Task to carry out:
Search the records for the string "Martínez" and copy every line where it turns up.

Data shown:
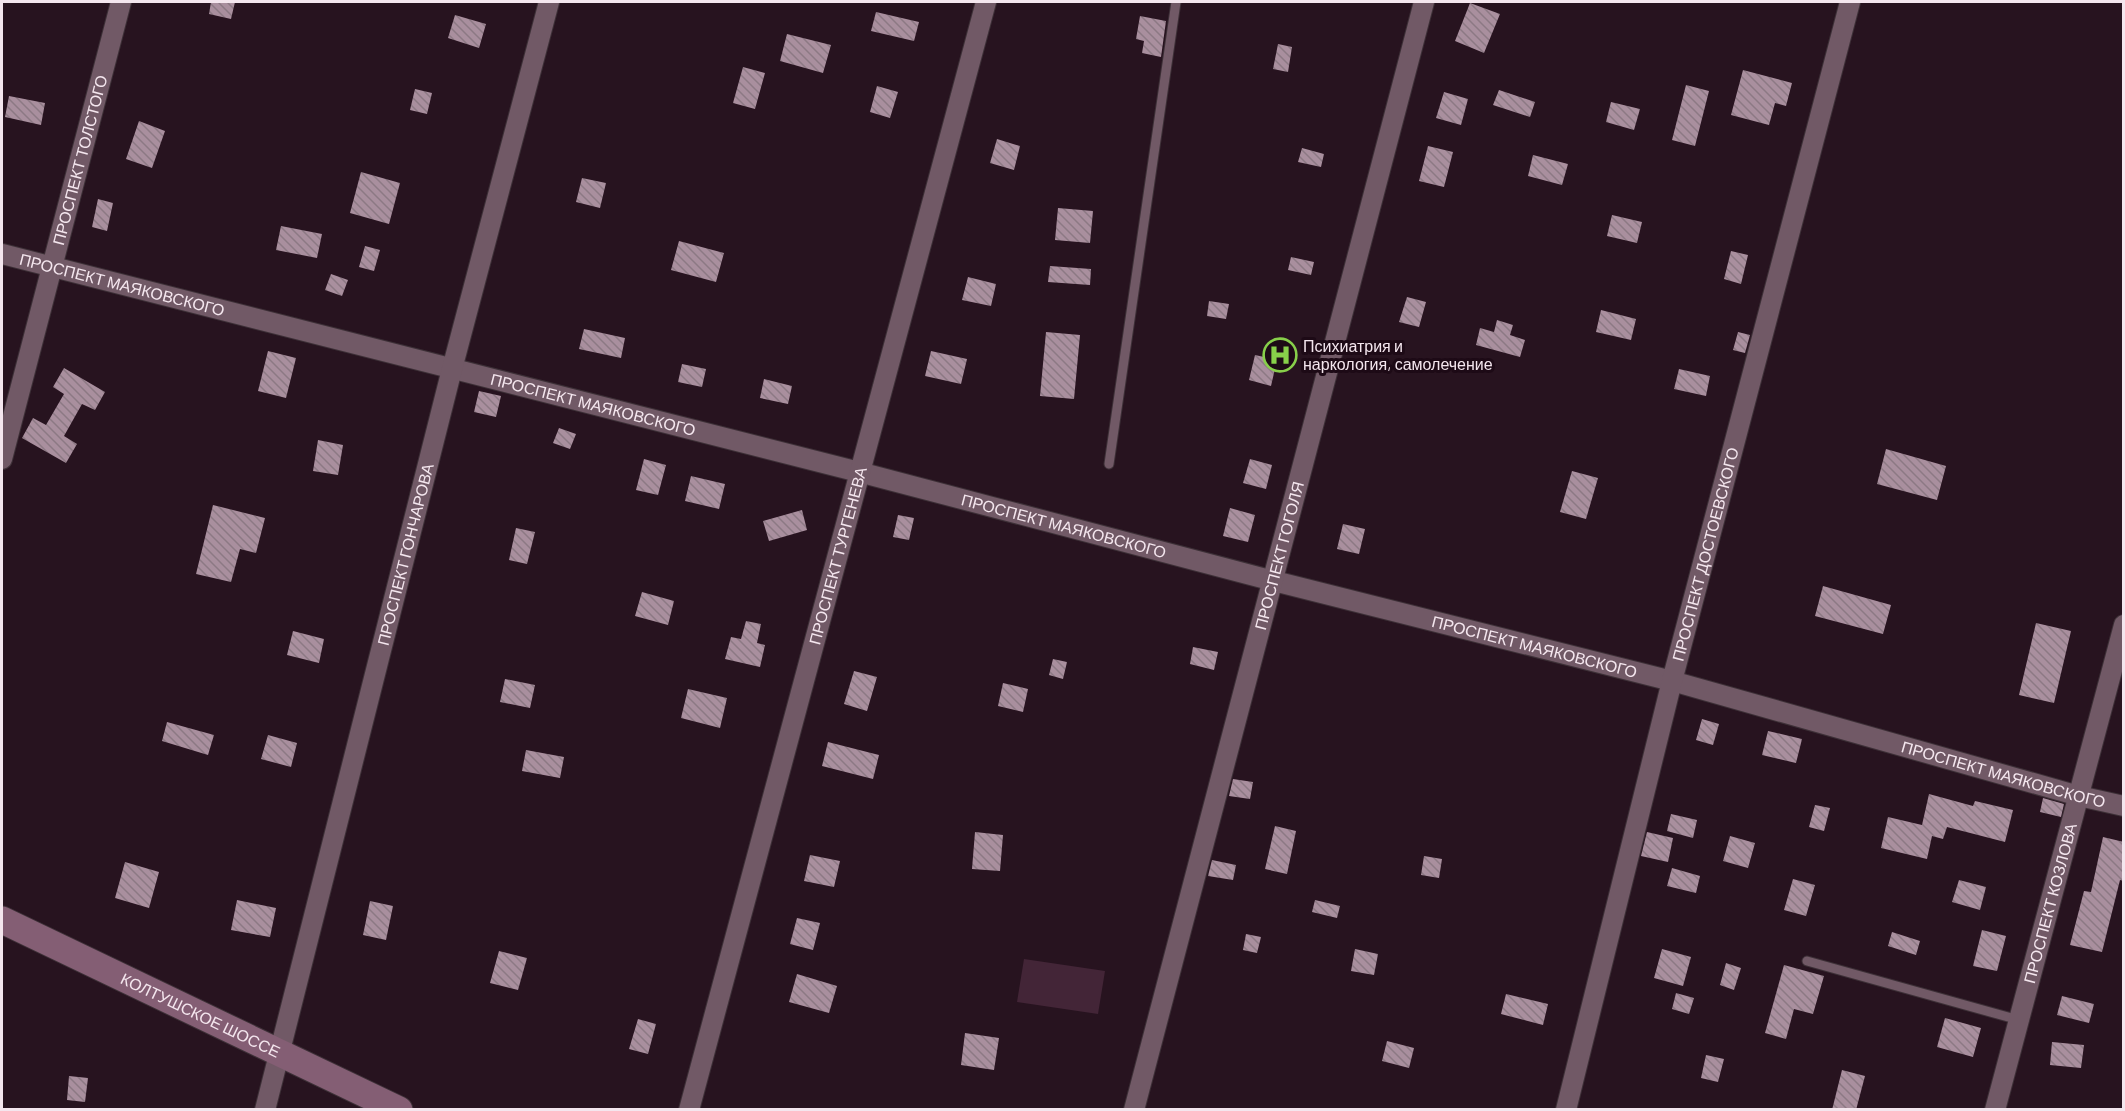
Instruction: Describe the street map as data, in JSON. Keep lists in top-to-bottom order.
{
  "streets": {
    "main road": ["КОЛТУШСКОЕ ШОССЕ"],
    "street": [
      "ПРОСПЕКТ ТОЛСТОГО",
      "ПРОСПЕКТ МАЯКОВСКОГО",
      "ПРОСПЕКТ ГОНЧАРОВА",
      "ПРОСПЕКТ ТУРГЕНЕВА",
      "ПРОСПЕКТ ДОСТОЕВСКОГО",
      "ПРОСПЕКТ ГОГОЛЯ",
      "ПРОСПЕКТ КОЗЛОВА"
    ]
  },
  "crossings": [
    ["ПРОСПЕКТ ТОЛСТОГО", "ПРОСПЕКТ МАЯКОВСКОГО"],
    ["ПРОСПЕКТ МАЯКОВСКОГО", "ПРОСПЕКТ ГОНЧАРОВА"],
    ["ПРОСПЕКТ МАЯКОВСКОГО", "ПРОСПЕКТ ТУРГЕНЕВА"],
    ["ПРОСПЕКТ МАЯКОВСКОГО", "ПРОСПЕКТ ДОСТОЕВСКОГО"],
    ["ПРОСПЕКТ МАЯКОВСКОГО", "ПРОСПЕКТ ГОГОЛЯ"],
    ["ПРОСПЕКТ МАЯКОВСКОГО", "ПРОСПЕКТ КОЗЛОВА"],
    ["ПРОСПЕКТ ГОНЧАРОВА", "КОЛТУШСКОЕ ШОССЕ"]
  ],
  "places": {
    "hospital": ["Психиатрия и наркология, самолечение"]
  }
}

...

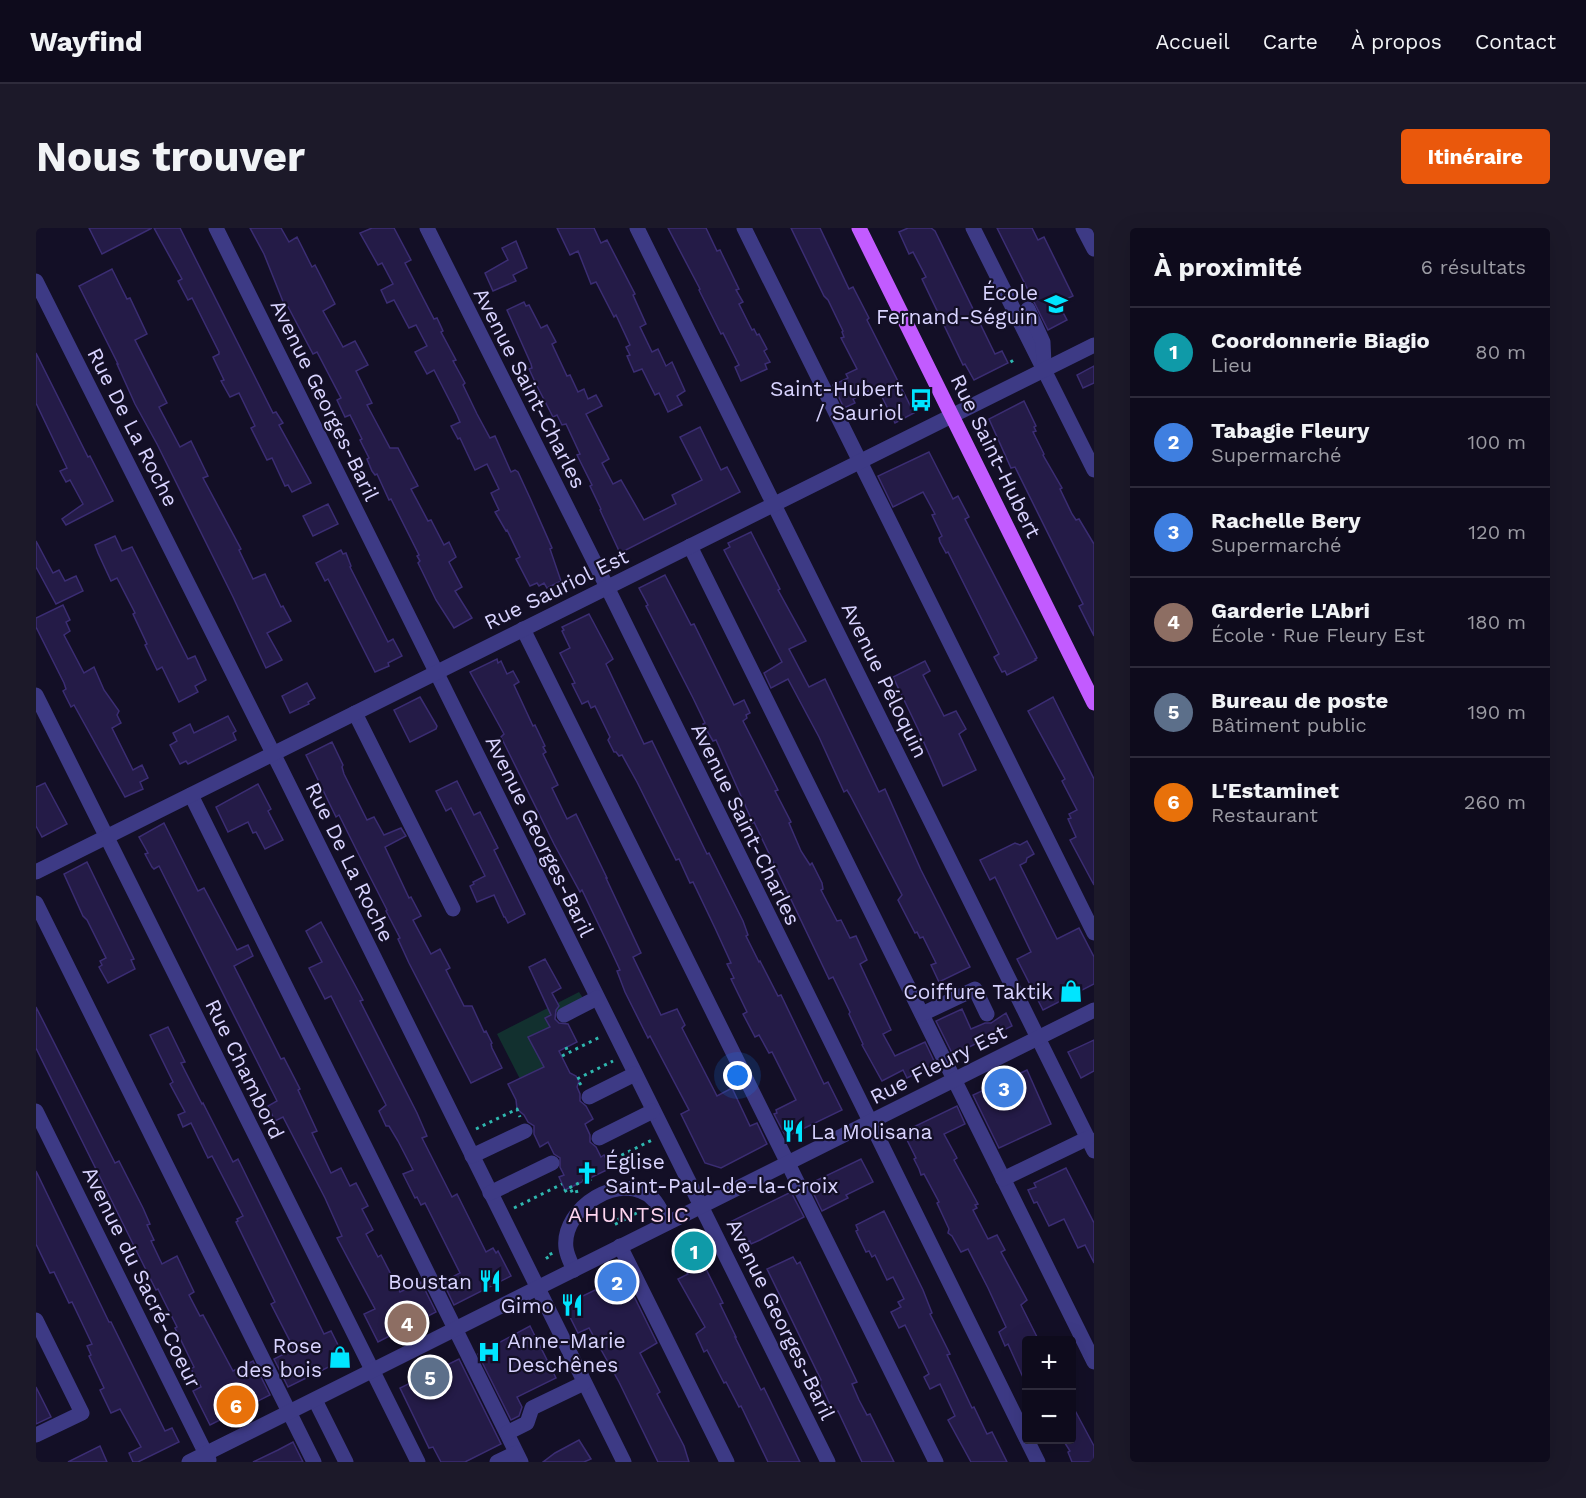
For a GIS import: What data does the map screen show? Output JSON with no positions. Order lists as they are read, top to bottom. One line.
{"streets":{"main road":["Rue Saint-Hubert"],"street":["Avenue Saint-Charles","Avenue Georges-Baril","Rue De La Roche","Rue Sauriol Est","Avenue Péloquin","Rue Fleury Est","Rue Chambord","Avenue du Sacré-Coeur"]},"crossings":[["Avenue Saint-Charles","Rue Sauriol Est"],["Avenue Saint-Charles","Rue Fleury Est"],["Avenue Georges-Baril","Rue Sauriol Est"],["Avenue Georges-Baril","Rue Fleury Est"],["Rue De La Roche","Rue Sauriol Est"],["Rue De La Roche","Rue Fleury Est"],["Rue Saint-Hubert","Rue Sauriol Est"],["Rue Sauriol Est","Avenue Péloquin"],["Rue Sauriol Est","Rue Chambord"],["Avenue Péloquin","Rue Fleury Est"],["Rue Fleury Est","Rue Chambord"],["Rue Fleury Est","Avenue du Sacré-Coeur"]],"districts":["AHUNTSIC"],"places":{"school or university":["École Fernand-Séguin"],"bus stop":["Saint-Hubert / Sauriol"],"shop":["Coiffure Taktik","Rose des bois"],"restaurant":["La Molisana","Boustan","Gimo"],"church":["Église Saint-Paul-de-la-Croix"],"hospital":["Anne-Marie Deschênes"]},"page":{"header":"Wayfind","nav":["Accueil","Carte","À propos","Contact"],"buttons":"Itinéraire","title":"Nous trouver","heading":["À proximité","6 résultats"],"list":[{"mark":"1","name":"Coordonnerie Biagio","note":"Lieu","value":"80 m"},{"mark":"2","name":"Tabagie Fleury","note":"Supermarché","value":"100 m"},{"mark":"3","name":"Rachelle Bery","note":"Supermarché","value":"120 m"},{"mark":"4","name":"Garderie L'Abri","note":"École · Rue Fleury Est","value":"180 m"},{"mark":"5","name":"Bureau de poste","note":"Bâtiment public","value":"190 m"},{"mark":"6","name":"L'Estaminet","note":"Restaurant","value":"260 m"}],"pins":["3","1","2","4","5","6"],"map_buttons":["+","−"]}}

* * *

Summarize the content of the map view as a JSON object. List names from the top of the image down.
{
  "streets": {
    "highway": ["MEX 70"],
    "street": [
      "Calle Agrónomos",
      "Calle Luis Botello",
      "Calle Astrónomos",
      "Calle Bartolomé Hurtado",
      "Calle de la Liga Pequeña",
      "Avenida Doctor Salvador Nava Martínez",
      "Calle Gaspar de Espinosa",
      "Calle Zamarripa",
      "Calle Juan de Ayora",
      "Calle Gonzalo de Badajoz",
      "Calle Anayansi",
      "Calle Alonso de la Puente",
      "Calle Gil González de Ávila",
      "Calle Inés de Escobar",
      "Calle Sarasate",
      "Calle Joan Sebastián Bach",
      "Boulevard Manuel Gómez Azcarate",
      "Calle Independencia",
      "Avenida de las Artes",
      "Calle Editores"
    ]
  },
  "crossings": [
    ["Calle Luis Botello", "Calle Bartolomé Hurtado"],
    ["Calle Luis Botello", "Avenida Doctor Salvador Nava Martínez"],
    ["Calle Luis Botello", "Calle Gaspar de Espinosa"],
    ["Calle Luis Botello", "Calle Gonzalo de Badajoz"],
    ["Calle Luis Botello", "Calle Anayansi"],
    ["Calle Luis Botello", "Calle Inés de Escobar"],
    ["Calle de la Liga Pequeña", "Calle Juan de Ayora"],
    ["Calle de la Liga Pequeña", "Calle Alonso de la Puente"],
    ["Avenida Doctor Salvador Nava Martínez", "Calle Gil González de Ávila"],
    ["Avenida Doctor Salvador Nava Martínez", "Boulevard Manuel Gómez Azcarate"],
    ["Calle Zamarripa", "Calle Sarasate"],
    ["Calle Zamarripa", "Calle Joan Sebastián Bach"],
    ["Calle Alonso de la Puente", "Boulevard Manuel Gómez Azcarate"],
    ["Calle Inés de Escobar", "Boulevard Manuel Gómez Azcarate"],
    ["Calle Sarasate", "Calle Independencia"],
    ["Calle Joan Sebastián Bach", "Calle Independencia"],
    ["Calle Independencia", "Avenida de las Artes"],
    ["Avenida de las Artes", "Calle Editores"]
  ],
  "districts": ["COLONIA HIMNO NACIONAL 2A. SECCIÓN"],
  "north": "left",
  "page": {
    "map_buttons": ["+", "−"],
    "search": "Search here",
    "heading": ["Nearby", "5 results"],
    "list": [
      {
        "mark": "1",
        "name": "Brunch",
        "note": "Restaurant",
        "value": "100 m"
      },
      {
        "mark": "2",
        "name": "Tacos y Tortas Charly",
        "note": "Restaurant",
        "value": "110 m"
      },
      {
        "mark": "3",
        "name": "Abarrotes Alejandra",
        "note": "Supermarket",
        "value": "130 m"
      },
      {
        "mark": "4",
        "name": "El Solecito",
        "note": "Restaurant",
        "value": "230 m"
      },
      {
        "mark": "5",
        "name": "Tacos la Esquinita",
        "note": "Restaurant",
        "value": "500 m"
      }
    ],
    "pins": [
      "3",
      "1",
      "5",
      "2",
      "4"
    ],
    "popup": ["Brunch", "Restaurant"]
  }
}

Output below:
      "Avenida Doctor Salvador Nava Martínez",
    ["Calle Luis Botello", "Avenida Doctor Salvador Nava Martínez"],
    ["Avenida Doctor Salvador Nava Martínez", "Calle Gil González de Ávila"],
    ["Avenida Doctor Salvador Nava Martínez", "Boulevard Manuel Gómez Azcarate"],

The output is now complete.